The ability to recognize meaningful information from faces is a crucial aspect of our social life. When we are exposed to an environment that is rich in visual features and stimuli, we can immediately detect a face and easily recognize its individual identity and emotional state. This suggests the presence of an efficient system in the primate brain for the visual analysis of faces. Recent functional magnetic resonance imaging (fMRI) studies have revealed the existence of several brain areas that participate in the analysis of visual characteristics of faces in both humans and macaque monkeys, thus pointing to multiple functionally specialized “face patches” in the face-processing system (Tsao et al., 2008).

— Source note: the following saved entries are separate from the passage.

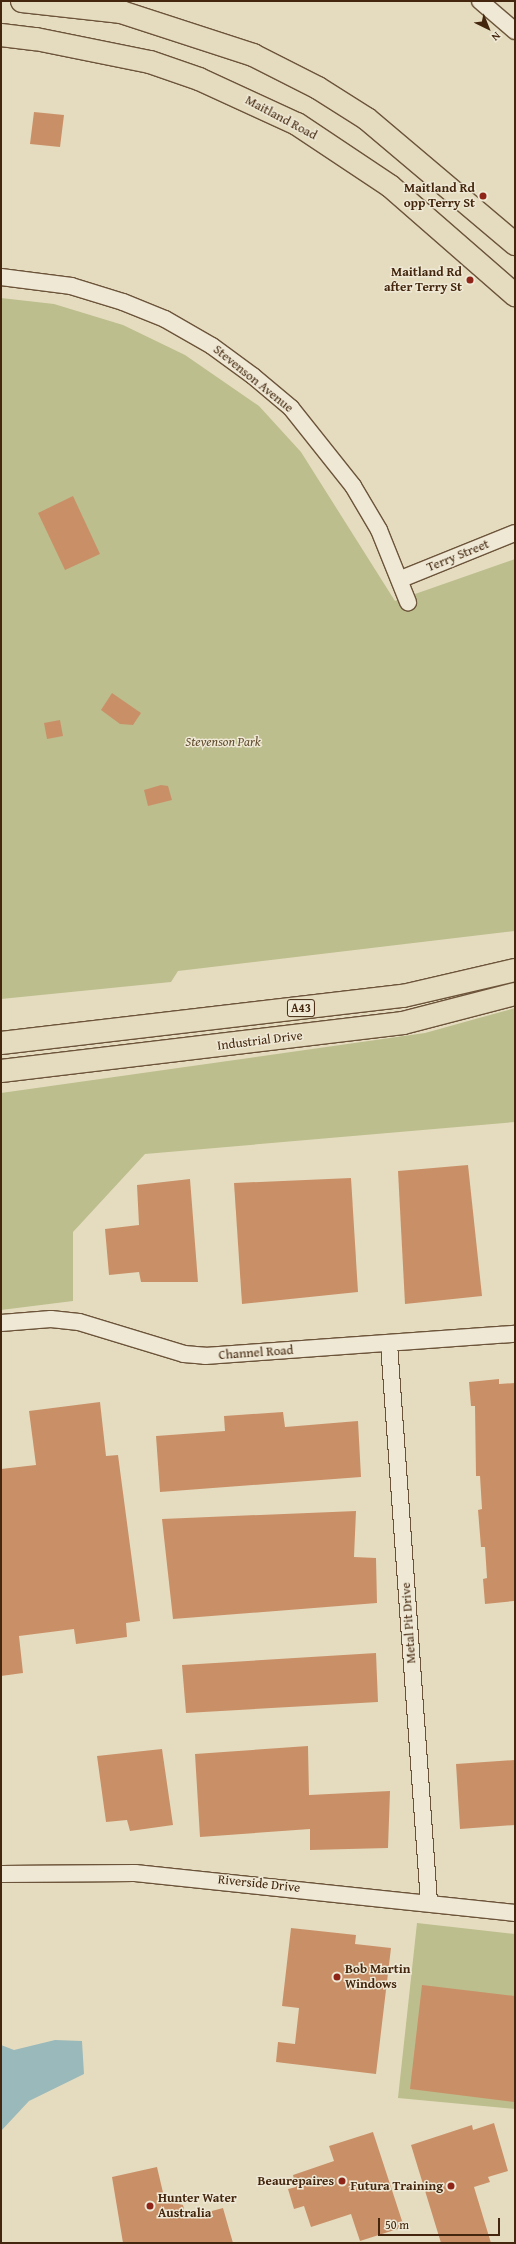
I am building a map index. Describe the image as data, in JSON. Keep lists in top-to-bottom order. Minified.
{"streets":{"main road":["Maitland Road","A43","Industrial Drive"],"street":["Stevenson Avenue","Terry Street","Channel Road","Metal Pit Drive","Riverside Drive"]},"crossings":[["Stevenson Avenue","Terry Street"],["Channel Road","Metal Pit Drive"],["Metal Pit Drive","Riverside Drive"]],"parks":["Stevenson Park"],"places":["Maitland Rd opp Terry St","Maitland Rd after Terry St","Bob Martin Windows","Beaurepaires","Futura Training","Hunter Water Australia"],"scale_bar":"50 m","north":"bottom right"}
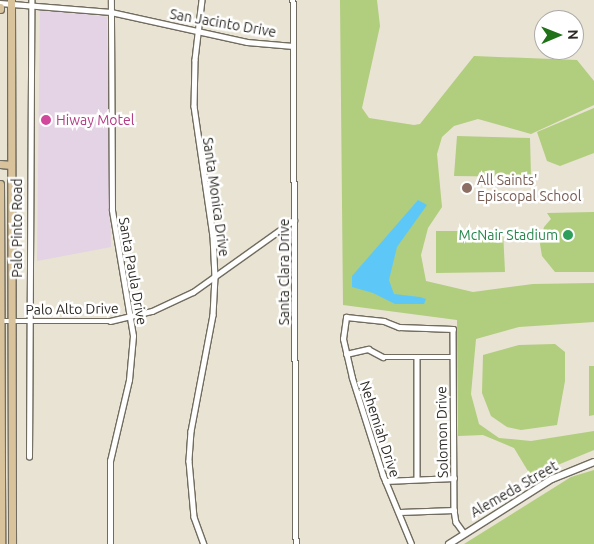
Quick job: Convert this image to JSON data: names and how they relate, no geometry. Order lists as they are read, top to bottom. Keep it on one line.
{"streets":{"street":["San Jacinto Drive","Santa Monica Drive","Palo Pinto Road","Santa Paula Drive","Santa Clara Drive","Palo Alto Drive","Nehemiah Drive","Solomon Drive","Alemeda Street"]},"crossings":[["San Jacinto Drive","Santa Monica Drive"],["San Jacinto Drive","Palo Pinto Road"],["San Jacinto Drive","Santa Paula Drive"],["San Jacinto Drive","Santa Clara Drive"],["Santa Monica Drive","Palo Alto Drive"],["Palo Pinto Road","Palo Alto Drive"],["Santa Paula Drive","Palo Alto Drive"],["Santa Clara Drive","Palo Alto Drive"],["Nehemiah Drive","Solomon Drive"],["Solomon Drive","Alemeda Street"]],"places":["Hiway Motel","All Saints' Episcopal School","McNair Stadium"],"north":"right"}
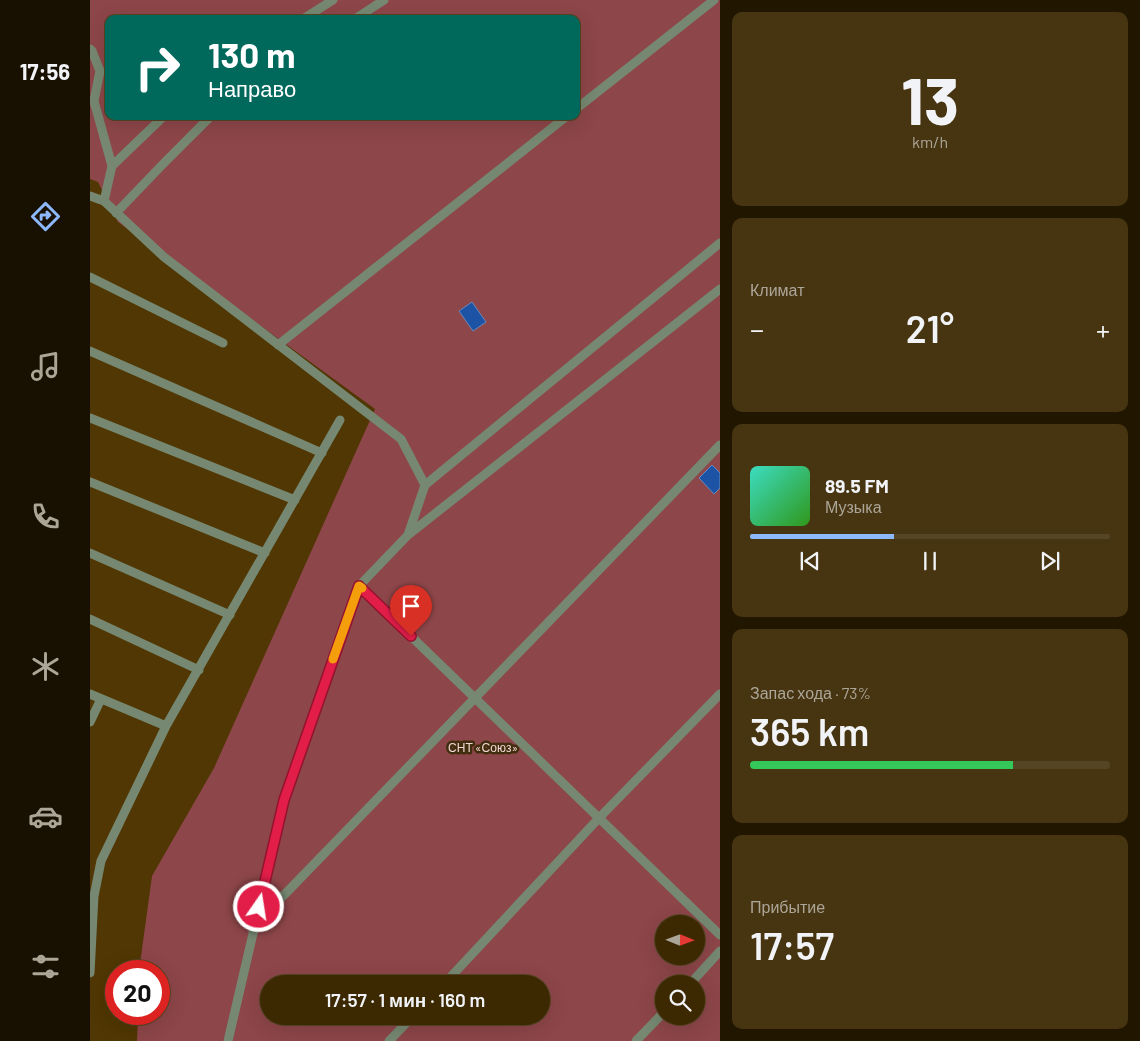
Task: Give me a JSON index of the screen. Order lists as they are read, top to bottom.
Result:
{
  "parks": ["СНТ «Союз»"],
  "north": "right",
  "page": {
    "tabs": "17:56",
    "tile": [
      ["13", "km/h"],
      "Климат",
      ["Запас хода · 73%", "365 km"],
      ["Прибытие", "17:57"]
    ],
    "turn": ["130 m", "Направо"],
    "heat": ["−", "21°", "+"],
    "song": ["89.5 FM", "Музыка"],
    "limit": "20",
    "trip": "17:57 · 1 мин · 160 m"
  }
}
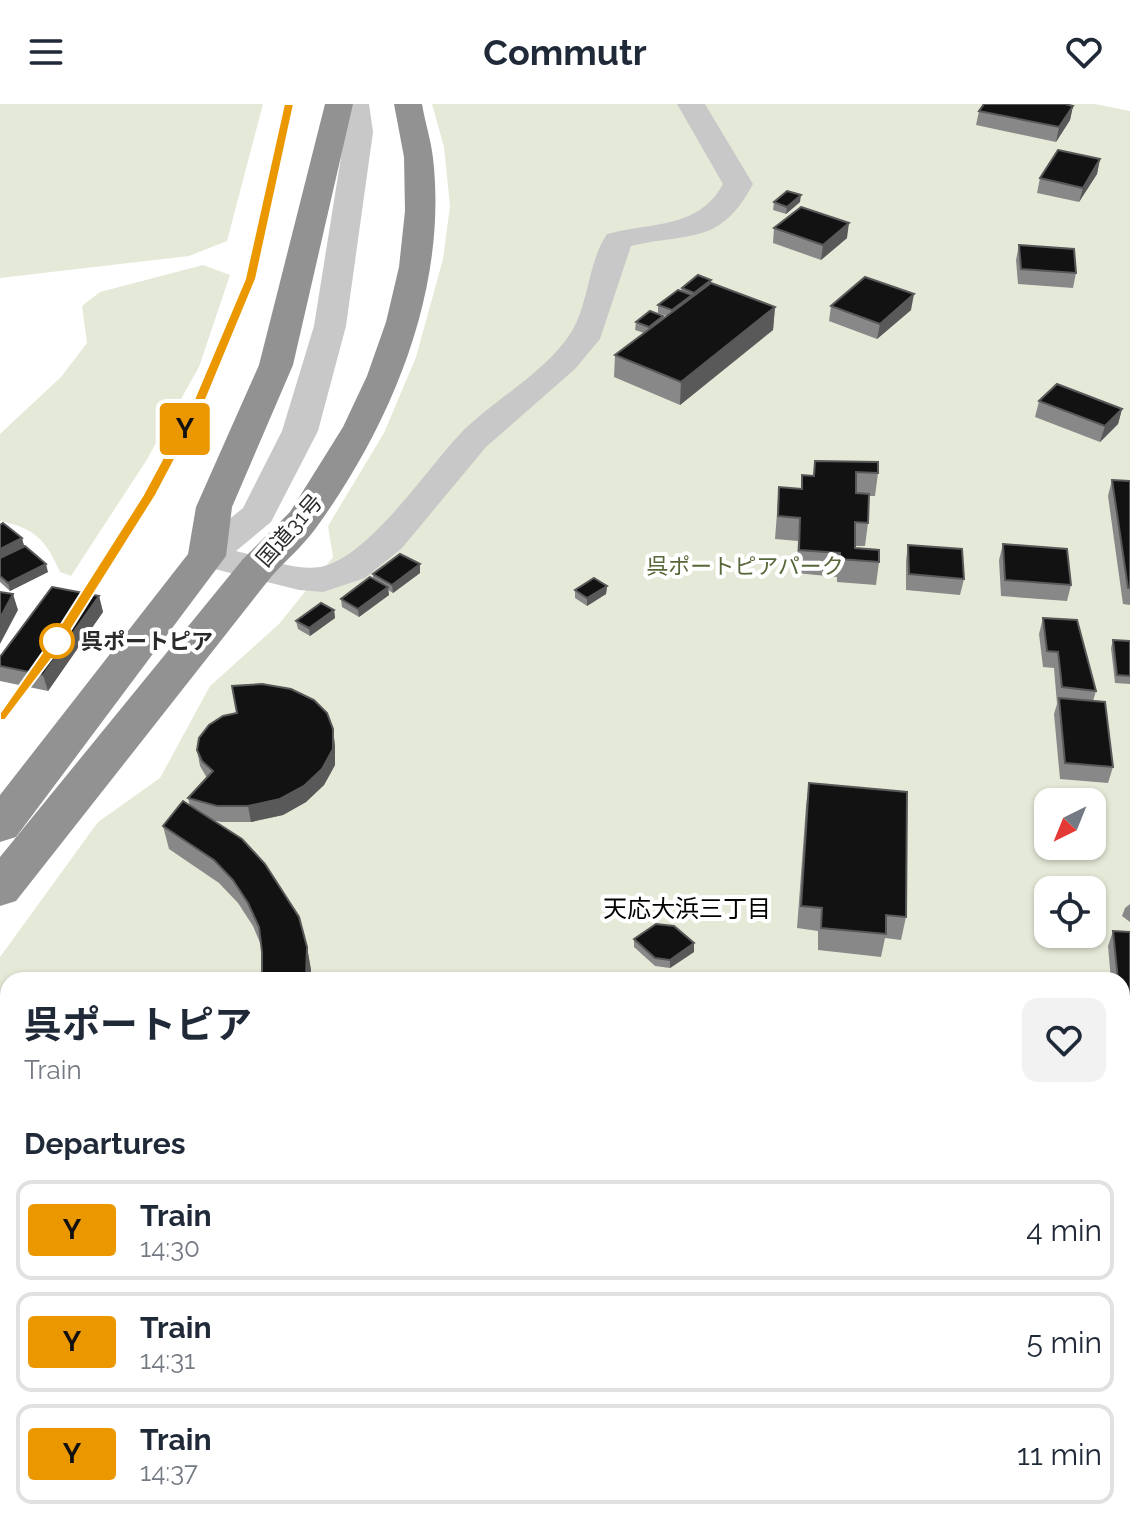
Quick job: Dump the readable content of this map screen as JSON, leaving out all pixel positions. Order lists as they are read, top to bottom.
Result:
{
  "streets": {
    "highway": ["国道31号"]
  },
  "districts": ["天応大浜三丁目"],
  "parks": ["呉ポートピアパーク"],
  "places": ["呉ポートピア"],
  "north": "bottom left",
  "page": {
    "header": "Commutr",
    "on_map": "Y",
    "heading": [
      ["呉ポートピア", "Train"],
      "Departures"
    ],
    "list": [
      {
        "mark": "Y",
        "name": "Train",
        "note": "14:30",
        "value": "4 min"
      },
      {
        "mark": "Y",
        "name": "Train",
        "note": "14:31",
        "value": "5 min"
      },
      {
        "mark": "Y",
        "name": "Train",
        "note": "14:37",
        "value": "11 min"
      }
    ]
  }
}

Prior to these studies, face-responsive neurons were recorded in the macaque temporal cortex (Bruce et al., 1981; Perrett et al., 1985), which includes some of these face patches, and their functional properties have been studied from various aspects (Desimone et al., 1984; Yamane et al., 1988). In our previous studies (Sugase et al., 1999; Matsumoto et al., 2005b), we recorded neuronal activity in the anterior temporal cortex of monkeys while presenting visual stimuli that included monkey and human faces, and studied the temporal modulation of neuronal responses to the faces. We found that the initial transient responses of face-responsive neurons represented information about global categories, namely human vs. monkey vs. simple shapes, and the later portion of the responses represented information about more detailed facial categories, i.e., facial expression or identity (Sugase et al., 1999; Matsumoto et al., 2005b). We identified an important role for temporal firing patterns in the information coding of visual facial features and suggested that the initial transient response and the later response encode different aspects of facial characteristics. Recent single-unit studies in non-human primates have provided further evidence supporting the important role of temporal neuronal modulation. In addition, human studies reveal a close correlation between neuronal events and the timing of face recognition. In this review, we will first describe studies using macaque monkeys and then summarize studies using human subjects. The accumulated body of evidence reveals a close correlation between the temporal encoding of facial information by inferior temporal (IT) cortex neurons and the temporal dynamics of face recognition.

Monkey Studies

Representation of Facial Images by Neurons in the Inferior Temporal Cortex

In the ventral visual cortical pathway, visual signals are processed sequentially through areas V1, V2, V4, and the IT cortex (areas TEO and TE; Mishkin et al., 1983). In the macaque IT cortex, neurons show selective responses to complex visual images (Baylis et al., 1987; Richmond et al., 1987; Kobatake and Tanaka, 1994; Tsunoda et al., 2001; Brincat and Connor, 2004; Yamane et al., 2006, 2008), such as faces or animals (Gross et al., 1972; Bruce et al., 1981; Desimone et al., 1984; Perrett et al., 1985; Hasselmo et al., 1989; Nakamura et al., 1994; Tanaka, 1996; Tsao et al., 2006). Face-responsive/selective neurons give stronger responses, often twice as strong, to face images as compared with other images such as objects, geometric shapes, or scrambled face images. Information about faces is sparsely represented by a population of face-responsive neurons (Young and Yamane, 1992). The responses of these neurons are sensitive to the configuration of facial parts, such as the height of the forehead from the left eye to the hairline, the distance between the eyes and the mouth, or a combination of these parameters (Yamane et al., 1988; Freiwald et al., 2009). A possible role for IT face-responsive neurons in face recognition has been reported. The responses of the majority of face-responsive neurons are correlated with the animal’s perceptual experiences (Sheinberg and Logothetis, 1997, 2001). IT neuronal responses have been shown to represent the configuration of facial parts that are useful for a categorization task when using monkeys that are well experienced with the categorization task (Sigala and Logothetis, 2002). In the anterior IT cortex, the response latency of neurons encoding view-invariant face-identity information correlates with the monkey’s behavioral response latency during identification of a face (Eifuku et al., 2004). Performance in face discrimination tasks based on the configuration of facial parts is affected by cooling of the temporal cortex (Horel, 1993).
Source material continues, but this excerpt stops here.